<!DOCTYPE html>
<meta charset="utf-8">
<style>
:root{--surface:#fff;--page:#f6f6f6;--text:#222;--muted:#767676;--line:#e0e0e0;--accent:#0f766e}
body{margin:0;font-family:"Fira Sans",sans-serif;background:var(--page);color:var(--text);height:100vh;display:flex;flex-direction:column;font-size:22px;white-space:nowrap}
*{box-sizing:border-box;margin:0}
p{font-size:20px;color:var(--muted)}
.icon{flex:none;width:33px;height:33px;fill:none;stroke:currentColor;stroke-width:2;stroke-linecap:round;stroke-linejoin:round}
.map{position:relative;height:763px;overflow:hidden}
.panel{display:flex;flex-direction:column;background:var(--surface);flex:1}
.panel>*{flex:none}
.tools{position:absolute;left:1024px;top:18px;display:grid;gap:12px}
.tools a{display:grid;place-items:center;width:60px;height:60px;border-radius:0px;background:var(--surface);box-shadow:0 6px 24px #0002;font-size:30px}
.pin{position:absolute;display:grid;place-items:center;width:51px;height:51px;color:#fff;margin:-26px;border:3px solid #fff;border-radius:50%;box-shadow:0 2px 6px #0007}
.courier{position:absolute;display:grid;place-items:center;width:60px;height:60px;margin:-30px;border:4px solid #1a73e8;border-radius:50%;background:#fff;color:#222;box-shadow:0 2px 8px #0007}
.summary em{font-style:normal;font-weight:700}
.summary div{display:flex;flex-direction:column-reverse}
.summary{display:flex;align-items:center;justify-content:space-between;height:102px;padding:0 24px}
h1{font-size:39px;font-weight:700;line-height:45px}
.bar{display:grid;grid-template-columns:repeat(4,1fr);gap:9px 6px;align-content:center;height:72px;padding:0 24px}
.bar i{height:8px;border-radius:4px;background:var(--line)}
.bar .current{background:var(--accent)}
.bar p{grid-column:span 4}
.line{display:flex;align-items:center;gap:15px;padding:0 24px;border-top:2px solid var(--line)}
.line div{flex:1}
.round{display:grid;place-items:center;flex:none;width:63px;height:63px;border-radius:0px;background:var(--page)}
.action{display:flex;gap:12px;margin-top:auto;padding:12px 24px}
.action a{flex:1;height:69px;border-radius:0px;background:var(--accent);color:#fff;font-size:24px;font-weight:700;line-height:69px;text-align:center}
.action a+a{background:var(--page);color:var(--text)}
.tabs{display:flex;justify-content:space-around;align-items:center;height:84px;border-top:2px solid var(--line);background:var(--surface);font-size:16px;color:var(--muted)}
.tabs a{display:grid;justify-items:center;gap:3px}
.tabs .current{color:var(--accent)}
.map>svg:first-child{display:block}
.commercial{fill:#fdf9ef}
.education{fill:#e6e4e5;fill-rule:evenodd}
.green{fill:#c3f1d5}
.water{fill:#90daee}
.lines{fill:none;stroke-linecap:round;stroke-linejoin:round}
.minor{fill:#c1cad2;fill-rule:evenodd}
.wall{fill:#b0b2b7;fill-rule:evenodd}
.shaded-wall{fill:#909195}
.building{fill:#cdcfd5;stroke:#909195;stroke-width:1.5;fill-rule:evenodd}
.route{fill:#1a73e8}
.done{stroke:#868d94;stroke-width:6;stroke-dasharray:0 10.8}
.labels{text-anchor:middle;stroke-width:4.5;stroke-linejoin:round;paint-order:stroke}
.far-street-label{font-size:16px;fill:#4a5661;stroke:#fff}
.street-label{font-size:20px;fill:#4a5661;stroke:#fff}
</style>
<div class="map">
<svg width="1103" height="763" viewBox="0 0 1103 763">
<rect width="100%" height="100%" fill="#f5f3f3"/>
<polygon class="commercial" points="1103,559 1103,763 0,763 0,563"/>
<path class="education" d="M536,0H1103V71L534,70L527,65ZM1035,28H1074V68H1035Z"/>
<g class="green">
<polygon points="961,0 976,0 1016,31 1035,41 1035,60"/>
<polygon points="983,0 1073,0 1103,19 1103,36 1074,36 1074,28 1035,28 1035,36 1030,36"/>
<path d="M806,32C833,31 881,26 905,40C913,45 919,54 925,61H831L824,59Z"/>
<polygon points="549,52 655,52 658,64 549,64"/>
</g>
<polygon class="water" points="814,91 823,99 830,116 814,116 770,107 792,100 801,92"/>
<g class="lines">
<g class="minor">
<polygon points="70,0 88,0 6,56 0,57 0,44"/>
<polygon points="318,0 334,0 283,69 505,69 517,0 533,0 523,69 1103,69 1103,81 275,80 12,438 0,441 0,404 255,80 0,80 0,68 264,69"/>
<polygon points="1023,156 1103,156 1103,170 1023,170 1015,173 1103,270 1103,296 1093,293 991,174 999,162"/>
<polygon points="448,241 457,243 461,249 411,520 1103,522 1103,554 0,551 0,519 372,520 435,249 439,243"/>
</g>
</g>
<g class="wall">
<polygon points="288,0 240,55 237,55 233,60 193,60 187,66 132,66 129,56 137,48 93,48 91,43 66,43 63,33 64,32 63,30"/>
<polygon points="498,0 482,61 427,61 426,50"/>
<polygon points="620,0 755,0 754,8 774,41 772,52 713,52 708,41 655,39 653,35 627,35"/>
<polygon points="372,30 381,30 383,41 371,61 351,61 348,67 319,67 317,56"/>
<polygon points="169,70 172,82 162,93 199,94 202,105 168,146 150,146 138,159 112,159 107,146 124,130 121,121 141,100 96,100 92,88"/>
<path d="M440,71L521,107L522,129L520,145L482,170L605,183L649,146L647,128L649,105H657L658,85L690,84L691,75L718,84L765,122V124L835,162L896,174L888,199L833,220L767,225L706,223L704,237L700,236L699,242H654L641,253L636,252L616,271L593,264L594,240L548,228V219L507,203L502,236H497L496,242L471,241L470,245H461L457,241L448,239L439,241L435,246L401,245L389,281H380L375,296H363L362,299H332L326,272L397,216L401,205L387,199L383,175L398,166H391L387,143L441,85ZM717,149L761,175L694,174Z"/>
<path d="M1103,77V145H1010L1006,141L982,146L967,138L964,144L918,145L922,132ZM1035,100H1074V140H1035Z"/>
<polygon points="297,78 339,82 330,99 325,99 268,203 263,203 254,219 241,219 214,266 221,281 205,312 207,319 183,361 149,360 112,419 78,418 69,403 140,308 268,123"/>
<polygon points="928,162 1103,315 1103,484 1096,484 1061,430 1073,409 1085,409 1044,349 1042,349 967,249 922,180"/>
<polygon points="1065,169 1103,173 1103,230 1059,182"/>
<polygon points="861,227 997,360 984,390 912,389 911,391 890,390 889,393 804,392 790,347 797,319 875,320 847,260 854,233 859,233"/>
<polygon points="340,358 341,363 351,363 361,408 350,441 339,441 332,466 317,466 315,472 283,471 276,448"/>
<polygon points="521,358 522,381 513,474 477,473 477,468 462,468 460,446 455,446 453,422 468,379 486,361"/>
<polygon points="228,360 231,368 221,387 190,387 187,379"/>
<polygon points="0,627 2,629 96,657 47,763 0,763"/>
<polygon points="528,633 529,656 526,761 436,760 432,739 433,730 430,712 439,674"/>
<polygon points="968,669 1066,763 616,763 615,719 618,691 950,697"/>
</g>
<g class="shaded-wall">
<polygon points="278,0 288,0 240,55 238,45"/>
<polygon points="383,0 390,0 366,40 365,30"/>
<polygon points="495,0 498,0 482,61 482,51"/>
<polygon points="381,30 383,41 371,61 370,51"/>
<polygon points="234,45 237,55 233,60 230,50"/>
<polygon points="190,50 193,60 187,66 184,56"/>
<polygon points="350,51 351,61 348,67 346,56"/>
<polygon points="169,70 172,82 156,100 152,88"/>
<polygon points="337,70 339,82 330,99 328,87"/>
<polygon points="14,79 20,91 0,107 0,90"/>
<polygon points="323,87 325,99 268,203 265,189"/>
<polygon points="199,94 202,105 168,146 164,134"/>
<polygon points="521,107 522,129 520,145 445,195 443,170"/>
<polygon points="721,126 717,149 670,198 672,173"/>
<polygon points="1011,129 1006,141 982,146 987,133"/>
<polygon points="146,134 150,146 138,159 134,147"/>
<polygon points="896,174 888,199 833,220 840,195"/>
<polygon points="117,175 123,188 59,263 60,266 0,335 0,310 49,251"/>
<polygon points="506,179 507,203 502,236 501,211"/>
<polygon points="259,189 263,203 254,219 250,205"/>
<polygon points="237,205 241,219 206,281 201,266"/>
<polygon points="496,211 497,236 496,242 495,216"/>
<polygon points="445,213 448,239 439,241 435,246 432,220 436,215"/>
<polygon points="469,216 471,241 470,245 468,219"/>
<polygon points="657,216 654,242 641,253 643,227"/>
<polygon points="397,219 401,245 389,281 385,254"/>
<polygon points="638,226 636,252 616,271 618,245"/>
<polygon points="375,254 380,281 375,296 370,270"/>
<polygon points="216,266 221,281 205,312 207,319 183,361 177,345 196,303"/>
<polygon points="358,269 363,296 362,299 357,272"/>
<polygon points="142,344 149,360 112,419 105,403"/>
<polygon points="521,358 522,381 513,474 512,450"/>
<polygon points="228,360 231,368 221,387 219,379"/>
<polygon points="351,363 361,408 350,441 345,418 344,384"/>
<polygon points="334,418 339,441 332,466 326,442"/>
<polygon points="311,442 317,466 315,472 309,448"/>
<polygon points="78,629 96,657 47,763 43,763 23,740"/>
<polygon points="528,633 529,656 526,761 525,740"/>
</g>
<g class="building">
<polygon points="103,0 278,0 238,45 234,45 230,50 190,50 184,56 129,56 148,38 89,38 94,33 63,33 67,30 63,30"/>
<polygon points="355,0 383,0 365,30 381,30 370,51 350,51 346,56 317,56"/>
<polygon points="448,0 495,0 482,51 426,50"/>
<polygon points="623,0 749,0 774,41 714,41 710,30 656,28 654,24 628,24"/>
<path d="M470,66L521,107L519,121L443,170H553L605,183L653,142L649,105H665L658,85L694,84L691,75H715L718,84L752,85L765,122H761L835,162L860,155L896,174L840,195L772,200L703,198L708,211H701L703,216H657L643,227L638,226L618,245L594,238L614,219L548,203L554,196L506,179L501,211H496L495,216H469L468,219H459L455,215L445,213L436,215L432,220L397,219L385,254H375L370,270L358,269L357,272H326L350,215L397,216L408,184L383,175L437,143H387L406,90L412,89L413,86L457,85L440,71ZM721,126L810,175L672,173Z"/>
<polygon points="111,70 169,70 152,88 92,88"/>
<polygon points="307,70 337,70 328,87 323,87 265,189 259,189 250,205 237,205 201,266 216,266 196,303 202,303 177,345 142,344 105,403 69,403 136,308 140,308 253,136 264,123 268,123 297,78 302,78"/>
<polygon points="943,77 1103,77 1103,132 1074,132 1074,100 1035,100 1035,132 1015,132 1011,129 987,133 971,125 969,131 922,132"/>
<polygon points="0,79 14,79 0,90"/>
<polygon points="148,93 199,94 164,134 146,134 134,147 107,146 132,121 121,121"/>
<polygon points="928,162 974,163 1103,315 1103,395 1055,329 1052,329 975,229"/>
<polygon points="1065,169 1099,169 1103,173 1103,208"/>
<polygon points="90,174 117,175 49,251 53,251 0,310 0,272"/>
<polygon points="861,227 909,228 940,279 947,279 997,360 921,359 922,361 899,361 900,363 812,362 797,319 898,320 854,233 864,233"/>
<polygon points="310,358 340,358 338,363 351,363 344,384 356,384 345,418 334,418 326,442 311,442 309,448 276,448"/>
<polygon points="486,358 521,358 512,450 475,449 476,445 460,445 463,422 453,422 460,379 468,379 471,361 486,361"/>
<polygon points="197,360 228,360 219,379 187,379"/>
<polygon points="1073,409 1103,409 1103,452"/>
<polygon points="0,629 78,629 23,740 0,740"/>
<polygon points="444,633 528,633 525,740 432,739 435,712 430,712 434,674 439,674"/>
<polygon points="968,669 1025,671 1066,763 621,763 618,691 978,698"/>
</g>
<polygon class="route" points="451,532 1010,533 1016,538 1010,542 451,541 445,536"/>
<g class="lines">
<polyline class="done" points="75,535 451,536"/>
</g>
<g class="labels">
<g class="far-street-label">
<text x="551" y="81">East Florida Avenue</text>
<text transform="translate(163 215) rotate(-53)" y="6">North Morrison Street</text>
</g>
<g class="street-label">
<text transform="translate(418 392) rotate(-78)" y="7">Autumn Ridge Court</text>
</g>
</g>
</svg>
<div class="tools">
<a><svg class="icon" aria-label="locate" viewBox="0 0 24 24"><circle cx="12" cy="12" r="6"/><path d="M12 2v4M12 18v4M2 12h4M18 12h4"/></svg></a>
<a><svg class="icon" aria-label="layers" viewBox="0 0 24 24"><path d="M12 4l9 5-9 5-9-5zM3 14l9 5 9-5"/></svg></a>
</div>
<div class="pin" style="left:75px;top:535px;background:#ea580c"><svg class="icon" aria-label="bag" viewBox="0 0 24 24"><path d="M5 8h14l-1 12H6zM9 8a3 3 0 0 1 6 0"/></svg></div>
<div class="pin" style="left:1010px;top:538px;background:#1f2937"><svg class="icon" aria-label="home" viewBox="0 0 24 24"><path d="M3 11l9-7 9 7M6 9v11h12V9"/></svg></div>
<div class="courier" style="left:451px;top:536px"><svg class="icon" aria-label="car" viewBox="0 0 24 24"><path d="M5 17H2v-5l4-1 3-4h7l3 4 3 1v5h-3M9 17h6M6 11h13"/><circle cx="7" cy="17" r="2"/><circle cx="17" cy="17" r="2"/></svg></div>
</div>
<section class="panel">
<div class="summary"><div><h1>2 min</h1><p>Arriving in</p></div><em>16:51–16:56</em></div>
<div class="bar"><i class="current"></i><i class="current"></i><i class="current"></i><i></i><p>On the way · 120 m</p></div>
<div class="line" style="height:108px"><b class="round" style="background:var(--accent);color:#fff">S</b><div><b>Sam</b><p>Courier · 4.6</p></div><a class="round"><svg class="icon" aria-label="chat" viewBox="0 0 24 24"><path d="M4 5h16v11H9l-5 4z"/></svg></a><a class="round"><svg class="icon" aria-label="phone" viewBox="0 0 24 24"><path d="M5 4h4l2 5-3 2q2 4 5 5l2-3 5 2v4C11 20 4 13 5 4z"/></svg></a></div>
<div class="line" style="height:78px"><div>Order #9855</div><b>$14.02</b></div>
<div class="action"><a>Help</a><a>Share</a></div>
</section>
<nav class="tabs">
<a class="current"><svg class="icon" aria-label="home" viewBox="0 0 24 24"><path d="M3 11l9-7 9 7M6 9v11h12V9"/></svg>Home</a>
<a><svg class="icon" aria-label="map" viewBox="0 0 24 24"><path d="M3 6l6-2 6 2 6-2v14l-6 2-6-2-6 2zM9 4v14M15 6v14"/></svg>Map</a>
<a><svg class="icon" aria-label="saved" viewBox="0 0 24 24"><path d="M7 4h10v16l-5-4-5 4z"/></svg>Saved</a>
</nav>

* REQUIREMENT: Write the lines out verbatim, from the one with "way · 120 m</p></div>" through the last line of the entries, and stop there.

* YOUR SOLUTION:
<div class="bar"><i class="current"></i><i class="current"></i><i class="current"></i><i></i><p>On the way · 120 m</p></div>
<div class="line" style="height:108px"><b class="round" style="background:var(--accent);color:#fff">S</b><div><b>Sam</b><p>Courier · 4.6</p></div><a class="round"><svg class="icon" aria-label="chat" viewBox="0 0 24 24"><path d="M4 5h16v11H9l-5 4z"/></svg></a><a class="round"><svg class="icon" aria-label="phone" viewBox="0 0 24 24"><path d="M5 4h4l2 5-3 2q2 4 5 5l2-3 5 2v4C11 20 4 13 5 4z"/></svg></a></div>
<div class="line" style="height:78px"><div>Order #9855</div><b>$14.02</b></div>
<div class="action"><a>Help</a><a>Share</a></div>
</section>
<nav class="tabs">
<a class="current"><svg class="icon" aria-label="home" viewBox="0 0 24 24"><path d="M3 11l9-7 9 7M6 9v11h12V9"/></svg>Home</a>
<a><svg class="icon" aria-label="map" viewBox="0 0 24 24"><path d="M3 6l6-2 6 2 6-2v14l-6 2-6-2-6 2zM9 4v14M15 6v14"/></svg>Map</a>
<a><svg class="icon" aria-label="saved" viewBox="0 0 24 24"><path d="M7 4h10v16l-5-4-5 4z"/></svg>Saved</a>
</nav>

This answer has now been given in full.